WHAT IS EXPECTED: From the line containing "Give bounding boxes" to the last line below, retype everything word for word.
━━━━━━━━
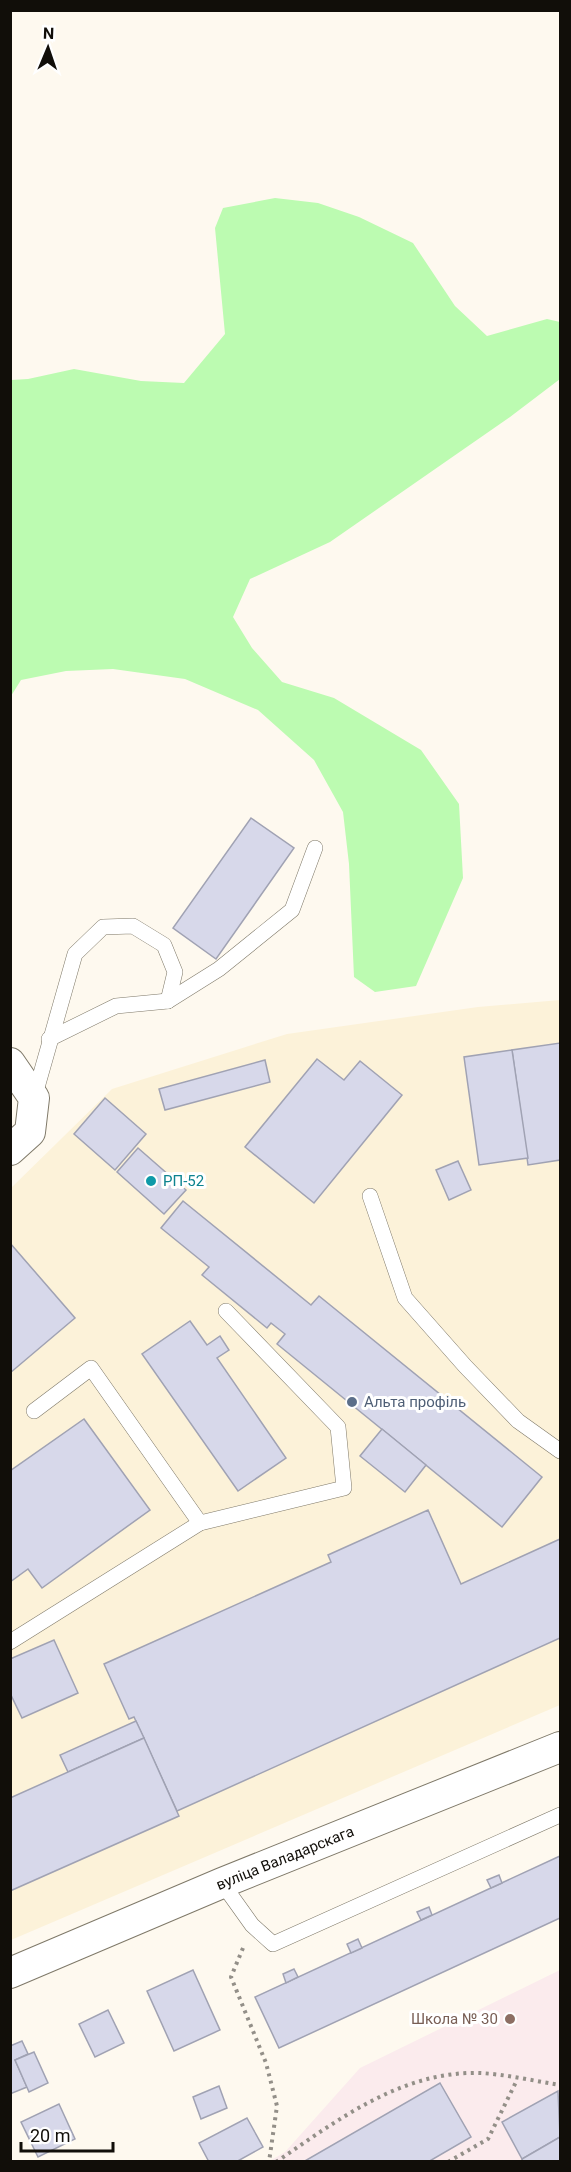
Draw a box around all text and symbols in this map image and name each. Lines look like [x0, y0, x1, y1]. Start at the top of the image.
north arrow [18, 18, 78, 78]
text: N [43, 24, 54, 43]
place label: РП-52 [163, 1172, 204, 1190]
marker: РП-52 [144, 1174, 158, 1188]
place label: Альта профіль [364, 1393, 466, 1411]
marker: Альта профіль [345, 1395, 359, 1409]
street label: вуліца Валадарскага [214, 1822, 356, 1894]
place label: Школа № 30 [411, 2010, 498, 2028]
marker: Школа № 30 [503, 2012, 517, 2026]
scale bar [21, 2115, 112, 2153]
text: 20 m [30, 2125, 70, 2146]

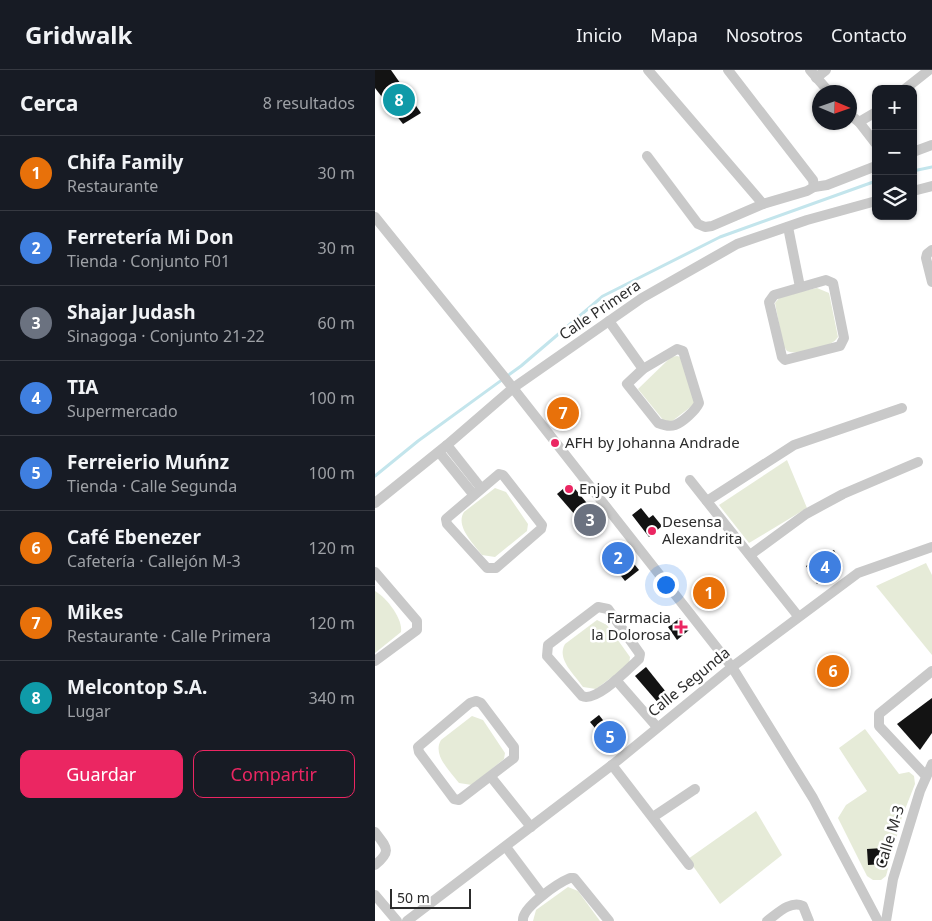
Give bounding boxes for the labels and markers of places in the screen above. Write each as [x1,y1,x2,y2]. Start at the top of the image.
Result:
━━━━━━━━
YOUR RESPONSE:
Give bounding boxes for the labels and markers of places in the screen above. Write each as [x1,y1,x2,y2]. Start at the top of the image.
Result:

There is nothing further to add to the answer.